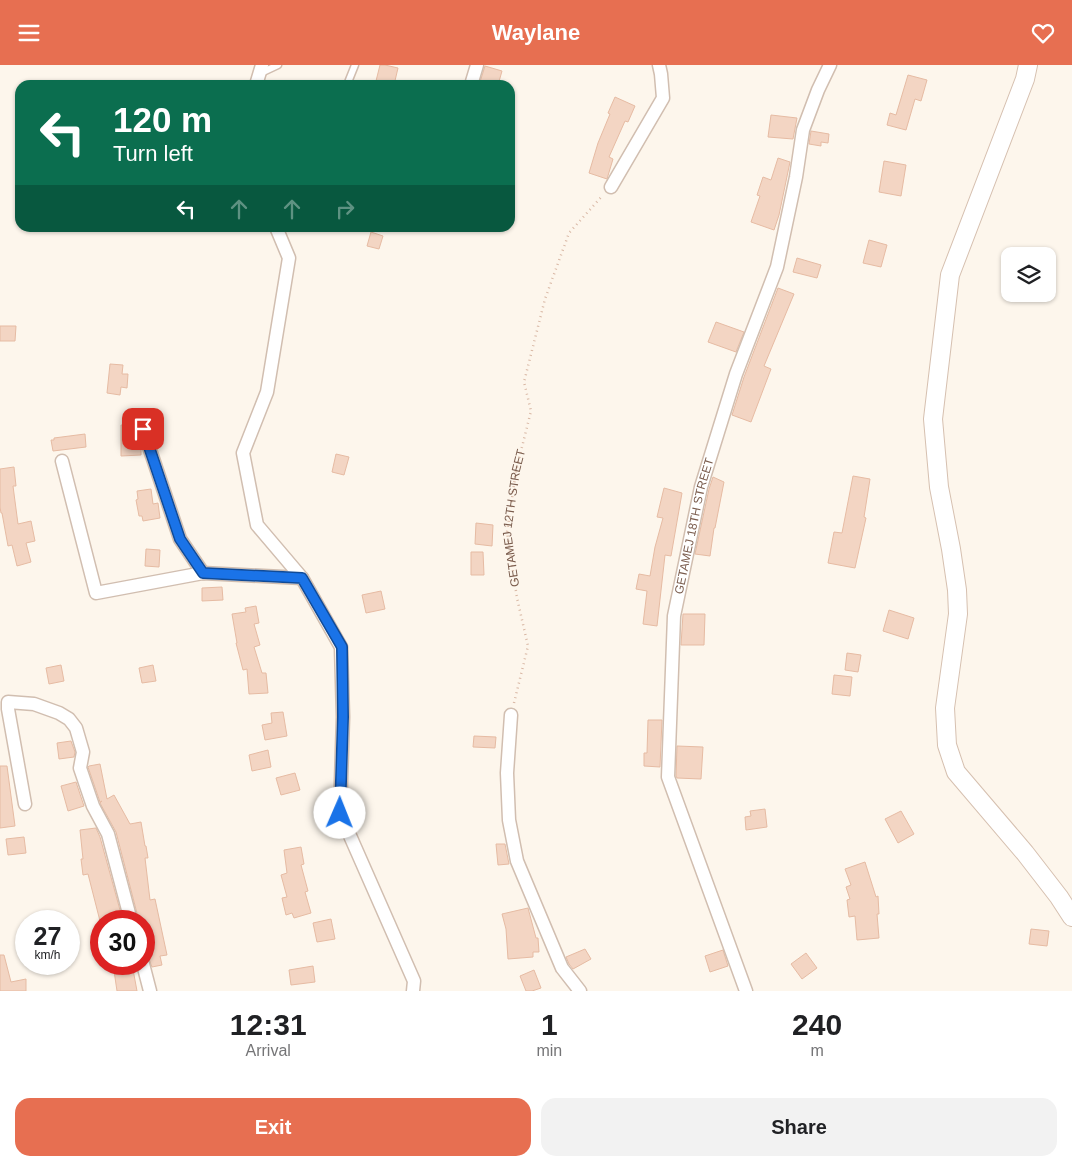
<!DOCTYPE html>
<style>
body{margin:0;font-family:Arial,sans-serif;background:#f2f2f2;color:#202124;height:100vh;display:flex;flex-direction:column;font-size:19px;white-space:nowrap}
*{box-sizing:border-box;margin:0}
p{font-size:16px;color:#757577}
.icon{flex:none;width:28px;height:28px;fill:none;stroke:currentColor;stroke-width:2;stroke-linecap:round;stroke-linejoin:round}
.map{position:relative;height:926px;overflow:hidden}
.side{display:flex;flex-direction:column;background:#fff;flex:1}
.side>*{flex:none}
.hud{position:absolute;left:15px;top:15px;width:500px;height:152px;border-radius:15px;box-shadow:0 1px 4px #0004;background:#0b6e4f;color:#fff;overflow:hidden}
.buttons{position:absolute;left:1001px;top:182px;display:grid;gap:10px}
.buttons a{display:grid;place-items:center;width:55px;height:55px;border-radius:10px;background:#fff;box-shadow:0 1px 4px #0004;font-size:25px}
.speed{position:absolute;left:15px;top:845px;display:flex;gap:10px;font-size:25px;font-weight:700;text-align:center}
.speed>*{display:grid;place-content:center;width:65px;height:65px;border-radius:50%;background:#fff;box-shadow:0 1px 4px #0004;line-height:1}
.speed small{font-size:12px;font-weight:400}
.speed .limit{border:8px solid #d22;background:#fff;color:#111}
.pin{position:absolute;display:grid;place-items:center;width:42px;height:42px;color:#fff;margin:-21px;border-radius:10px;box-shadow:0 2px 8px #0006}
.me{position:absolute;width:55px;margin:-28px;rotate:1deg;stroke-linejoin:round;filter:drop-shadow(0 0 4px #0008)}
.turn{display:flex;align-items:center;gap:18px;height:105px;padding:0 15px;font-size:22px}
.turn .icon{width:65px;height:65px;stroke-width:2.5}
.turn b{display:block;font-size:35px;line-height:42px}
.lanes{display:flex;align-items:center;height:48px;padding:0 15px;background:#0003;justify-content:center;gap:25px;direction:ltr}
.lanes .off{opacity:.35}
.eta{display:flex;justify-content:space-evenly;align-items:center;height:85px;text-align:center}
.eta b{font-size:30px;font-weight:700;line-height:35px}
.button{display:flex;gap:10px;margin-top:auto;padding:10px 15px}
.button a{flex:1;height:58px;border-radius:15px;background:#e76f51;color:#fff;font-size:20px;font-weight:700;line-height:58px;text-align:center}
.button a+a{background:#f2f2f2;color:#202124}
header{display:flex;justify-content:space-between;align-items:center;height:65px;padding:0 15px;background:#e76f51;color:#fff;font-size:22px;font-weight:700}
.map>svg:first-child{display:block}
</style>
<header><svg class="icon" aria-label="menu" viewBox="0 0 24 24"><path d="M4 6h16M4 12h16M4 18h16"/></svg>Waylane<svg class="icon" aria-label="heart" viewBox="0 0 24 24"><path d="M12 20l-8-8c-3-5 5-10 8-4 3-6 11-1 8 4z"/></svg></header>
<div class="map">
<svg width="1072" height="926" viewBox="0 0 1072 926">
<rect width="100%" height="100%" fill="#fdf6ec"/>
<!-- building -->
<path fill="#f3d5c3" stroke="#e6bba3" d="M 380,0 L 385,0 L 398,3 L 394,20 L 375,20 Z
M 485,1 L 502,6 L 498,20 L 489,20 L 480,17 Z
M 908,10 L 927,15 L 921,36 L 915,34 L 906,65 L 887,60 L 890,48 L 896,50 Z
M 615,32 L 635,41 L 628,57 L 625,56 L 609,92 L 613,94 L 607,114 L 589,108 L 598,78 L 610,49 L 608,48 Z
M 771,50 L 797,53 L 793,74 L 768,72 Z
M 811,66 L 829,69 L 828,78 L 821,77 L 821,81 L 809,79 Z
M 778,93 L 790,97 L 779,150 L 774,165 L 751,157 L 760,131 L 757,130 L 763,112 L 771,115 Z
M 884,96 L 906,100 L 901,131 L 879,127 Z
M 371,167 L 383,171 L 379,184 L 367,181 Z
M 869,175 L 887,180 L 881,202 L 863,198 Z
M 797,193 L 821,200 L 817,213 L 793,207 Z
M 778,223 L 794,229 L 764,301 L 771,304 L 751,357 L 732,350 L 744,312 Z
M 716,257 L 744,267 L 736,287 L 708,277 Z
M 0,261 L 16,261 L 15,276 L 0,276 Z
M 110,299 L 123,300 L 122,309 L 128,309 L 127,323 L 121,322 L 120,330 L 107,328 Z
M 121,360 L 136,360 L 135,363 L 137,377 L 139,377 L 141,382 L 141,390 L 121,391 Z
M 85,369 L 86,382 L 53,386 L 51,375 L 54,375 L 54,373 Z
M 336,389 L 349,392 L 344,410 L 332,407 Z
M 14,402 L 16,421 L 13,421 L 18,459 L 31,456 L 35,476 L 26,478 L 31,497 L 17,501 L 12,480 L 8,481 L 2,448 L 1,448 L 0,442 L 0,404 Z
M 853,411 L 870,414 L 864,452 L 866,453 L 855,503 L 828,498 L 834,467 L 842,468 Z
M 713,412 L 724,417 L 715,463 L 714,463 L 710,491 L 695,489 L 709,424 Z
M 664,423 L 682,428 L 671,491 L 665,490 L 657,561 L 643,559 L 647,526 L 636,524 L 639,509 L 650,511 L 655,482 L 663,453 L 657,452 Z
M 151,424 L 153,439 L 158,438 L 160,453 L 143,456 L 142,451 L 139,451 L 136,435 L 138,434 L 137,426 Z
M 476,458 L 493,460 L 492,481 L 475,479 Z
M 146,484 L 160,485 L 159,502 L 145,501 Z
M 471,487 L 483,487 L 484,510 L 471,510 Z
M 222,522 L 223,535 L 202,536 L 202,523 Z
M 381,526 L 385,544 L 366,548 L 362,530 Z
M 256,541 L 259,558 L 254,559 L 260,580 L 254,582 L 262,608 L 266,608 L 268,628 L 249,629 L 247,604 L 243,605 L 236,578 L 237,578 L 232,549 L 246,547 L 245,543 Z
M 889,545 L 914,553 L 908,574 L 883,566 Z
M 683,549 L 705,549 L 704,580 L 681,580 Z
M 847,588 L 861,590 L 858,607 L 845,605 Z
M 61,600 L 64,616 L 49,619 L 46,603 Z
M 153,600 L 156,616 L 142,618 L 139,603 Z
M 834,610 L 852,612 L 850,631 L 832,629 Z
M 283,647 L 287,671 L 265,675 L 262,660 L 272,658 L 271,648 Z
M 648,655 L 662,655 L 660,702 L 644,701 L 644,688 L 647,688 Z
M 474,671 L 496,672 L 495,683 L 473,682 Z
M 71,676 L 75,687 L 74,692 L 59,694 L 57,678 Z
M 677,681 L 703,682 L 701,714 L 677,713 L 676,711 Z
M 268,685 L 271,702 L 252,706 L 249,690 Z
M 100,699 L 107,734 L 114,730 L 130,759 L 141,757 L 145,781 L 146,781 L 148,793 L 145,793 L 150,835 L 155,834 L 167,890 L 160,891 L 162,900 L 152,902 L 149,894 L 144,891 L 144,856 L 139,856 L 116,767 L 100,738 L 102,736 L 100,737 L 88,702 L 89,701 Z
M 0,701 L 7,701 L 15,761 L 0,763 Z
M 295,708 L 300,725 L 281,730 L 276,713 Z
M 76,717 L 84,741 L 68,746 L 61,721 Z
M 765,744 L 767,762 L 746,765 L 745,752 L 751,751 L 750,746 Z
M 901,746 L 914,769 L 898,778 L 885,754 Z
M 96,763 L 100,772 L 123,856 L 100,856 L 88,809 L 83,810 L 81,794 L 83,794 L 80,765 Z
M 24,772 L 26,788 L 8,790 L 6,774 Z
M 496,779 L 505,779 L 509,799 L 498,800 Z
M 301,782 L 304,799 L 301,800 L 308,826 L 305,827 L 311,848 L 294,853 L 292,848 L 286,850 L 282,833 L 287,832 L 281,810 L 287,808 L 284,785 Z
M 865,797 L 876,832 L 878,831 L 879,849 L 877,849 L 879,873 L 857,875 L 855,851 L 849,852 L 847,835 L 850,834 L 846,822 L 851,820 L 845,804 Z
M 528,843 L 536,873 L 538,873 L 539,887 L 533,887 L 533,892 L 508,894 L 506,864 L 502,849 Z
M 331,854 L 335,874 L 317,877 L 313,858 Z
M 1031,864 L 1049,866 L 1047,881 L 1029,879 Z
M 585,884 L 591,894 L 573,904 L 569,899 L 566,892 Z
M 723,885 L 728,901 L 710,907 L 705,891 Z
M 806,888 L 817,903 L 802,914 L 791,899 Z
M 0,890 L 4,890 L 11,917 L 26,914 L 26,926 L 0,926 Z
M 113,899 L 132,899 L 137,926 L 117,926 Z
M 313,901 L 315,917 L 291,920 L 289,905 Z
M 534,905 L 541,923 L 532,926 L 526,926 L 520,911 Z"/>
<g fill="none" stroke-linecap="round" stroke-linejoin="round">
<defs>
<path id="lane" d="M 261,8 L 278,0
M 347,20 L 355,0"/>
<g id="street">
<path d="M 256,20 L 262,0"/>
<path d="M 471,20 L 477,0"/>
<path d="M 611,122 L 663,33 L 661,9 L 659,0"/>
<path d="M 276,162 L 289,193 L 267,327 L 243,388 L 257,460 L 302,513 L 341,582 L 343,652 L 340,748 L 414,916 L 413,926"/>
<path d="M 143,364 L 180,474 L 203,508"/>
<path d="M 62,396 L 96,528 L 203,508 L 302,513"/>
<path d="M 511,650 L 507,708 L 509,755 L 517,796 L 562,903 L 580,926"/>
<path d="M 25,739 L 8,644 L 8,637 L 34,639 L 59,648 L 69,654 L 76,663 L 83,687 L 80,703 L 93,741 L 108,769 L 131,856"/>
<path d="M 143,899 L 150,926"/>
<path id="s2" d="M 746,926 L 668,712 L 674,551 L 701,422 L 736,309 L 777,202 L 796,112 L 803,65 L 818,25 L 830,0"/>
</g>
<path id="secondary" d="M 1028,0 L 1025,14 L 950,210 L 933,354 L 939,422 L 951,484 L 957,525 L 958,549 L 945,643 L 947,680 L 956,707 L 1025,788 L 1059,832 L 1072,852"/>
</defs>
<!-- lane casing -->
<use href="#lane" stroke="#d1beb0" stroke-width="9"/>
<!-- street casing -->
<use href="#street" stroke="#d1beb0" stroke-width="15"/>
<!-- secondary casing -->
<use href="#secondary" stroke="#d6c0b0" stroke-width="20"/>
<!-- path -->
<path stroke="#d9b8a5" stroke-width="2.5" stroke-dasharray="1 4" stroke-linecap="butt" id="s1" d="M 514,638 L 528,581 L 517,533 L 507,467 L 516,406 L 531,346 L 524,317 L 545,234 L 569,168 L 603,130"/>
<!-- lane -->
<use href="#lane" stroke="#fff" stroke-width="6"/>
<!-- street -->
<use href="#street" stroke="#fff" stroke-width="12"/>
<!-- secondary -->
<use href="#secondary" stroke="#fff" stroke-width="18"/>
</g>
<g fill="none" stroke-linecap="round" stroke-linejoin="round">
<defs>
<path id="route" d="M 143,364 L 180,474 L 203,508 L 302,513 L 342,582 L 343,652 L 340,748"/>
</defs>
<!-- route casing -->
<use href="#route" stroke="#114b97" stroke-width="12"/>
<!-- route -->
<use href="#route" stroke="#1a73e8" stroke-width="9"/>
</g>
<g text-anchor="middle" stroke-width="4.5" stroke-linejoin="round" paint-order="stroke">
<!-- street labels -->
<g font-size="12" fill="#7a5c4d" stroke="#fffaf3">
<text dy="4" stroke="none"><textPath href="#s1" startOffset="189">GETAMEJ 12TH STREET</textPath></text>
<text dy="4" stroke="none"><textPath href="#s2" startOffset="481">GETAMEJ 18TH STREET</textPath></text>
</g>
</g>
</svg>
<div class="buttons">
<a><svg class="icon" aria-label="layers" viewBox="0 0 24 24"><path d="M12 4l9 5-9 5-9-5zM3 14l9 5 9-5"/></svg></a>
</div>
<div class="speed"><div>27<small>km/h</small></div><div class="limit">30</div></div>
<div class="pin" style="left:143px;top:364px;background:#d93025"><svg class="icon" aria-label="arrive" viewBox="0 0 24 24"><path d="M6 21V4h12l-3 4 3 4H6"/></svg></div>
<svg class="me" style="left:340px;top:748px" viewBox="-20 -20 40 40"><circle r="19" fill="#fff"/><path d="M0-13L10 11 0 6-10 11z" fill="#1a73e8"/></svg>
<div class="hud">
<div class="turn"><svg class="icon" aria-label="left" viewBox="0 0 24 24"><path d="M17 20v-9H6M10 6l-5 5 5 5"/></svg><div><b>120 m</b>Turn left</div></div>
<div class="lanes"><svg class="icon" aria-label="left" viewBox="0 0 24 24"><path d="M17 20v-9H6M10 6l-5 5 5 5"/></svg><svg class="icon off" aria-label="ahead" viewBox="0 0 24 24"><path d="M12 20V5M6 11l6-6 6 6"/></svg><svg class="icon off" aria-label="ahead" viewBox="0 0 24 24"><path d="M12 20V5M6 11l6-6 6 6"/></svg><svg class="icon off" aria-label="right" viewBox="0 0 24 24"><path d="M7 20v-9h11M14 6l5 5-5 5"/></svg></div>
</div>
</div>
<section class="side">
<div class="eta">
<div><b>12:31</b><p>Arrival</p></div>
<div><b>1</b><p>min</p></div>
<div><b>240</b><p>m</p></div>
</div>
<div class="button"><a>Exit</a><a>Share</a></div>
</section>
----
#### Problem
Retype, exactly and in full, the lines above from the one containing "M 1031,864 L 1049,866 L 1047,881 L 1029,879 Z" through the one containing "62,396 L 96,528".

#### Result
M 1031,864 L 1049,866 L 1047,881 L 1029,879 Z
M 585,884 L 591,894 L 573,904 L 569,899 L 566,892 Z
M 723,885 L 728,901 L 710,907 L 705,891 Z
M 806,888 L 817,903 L 802,914 L 791,899 Z
M 0,890 L 4,890 L 11,917 L 26,914 L 26,926 L 0,926 Z
M 113,899 L 132,899 L 137,926 L 117,926 Z
M 313,901 L 315,917 L 291,920 L 289,905 Z
M 534,905 L 541,923 L 532,926 L 526,926 L 520,911 Z"/>
<g fill="none" stroke-linecap="round" stroke-linejoin="round">
<defs>
<path id="lane" d="M 261,8 L 278,0
M 347,20 L 355,0"/>
<g id="street">
<path d="M 256,20 L 262,0"/>
<path d="M 471,20 L 477,0"/>
<path d="M 611,122 L 663,33 L 661,9 L 659,0"/>
<path d="M 276,162 L 289,193 L 267,327 L 243,388 L 257,460 L 302,513 L 341,582 L 343,652 L 340,748 L 414,916 L 413,926"/>
<path d="M 143,364 L 180,474 L 203,508"/>
<path d="M 62,396 L 96,528 L 203,508 L 302,513"/>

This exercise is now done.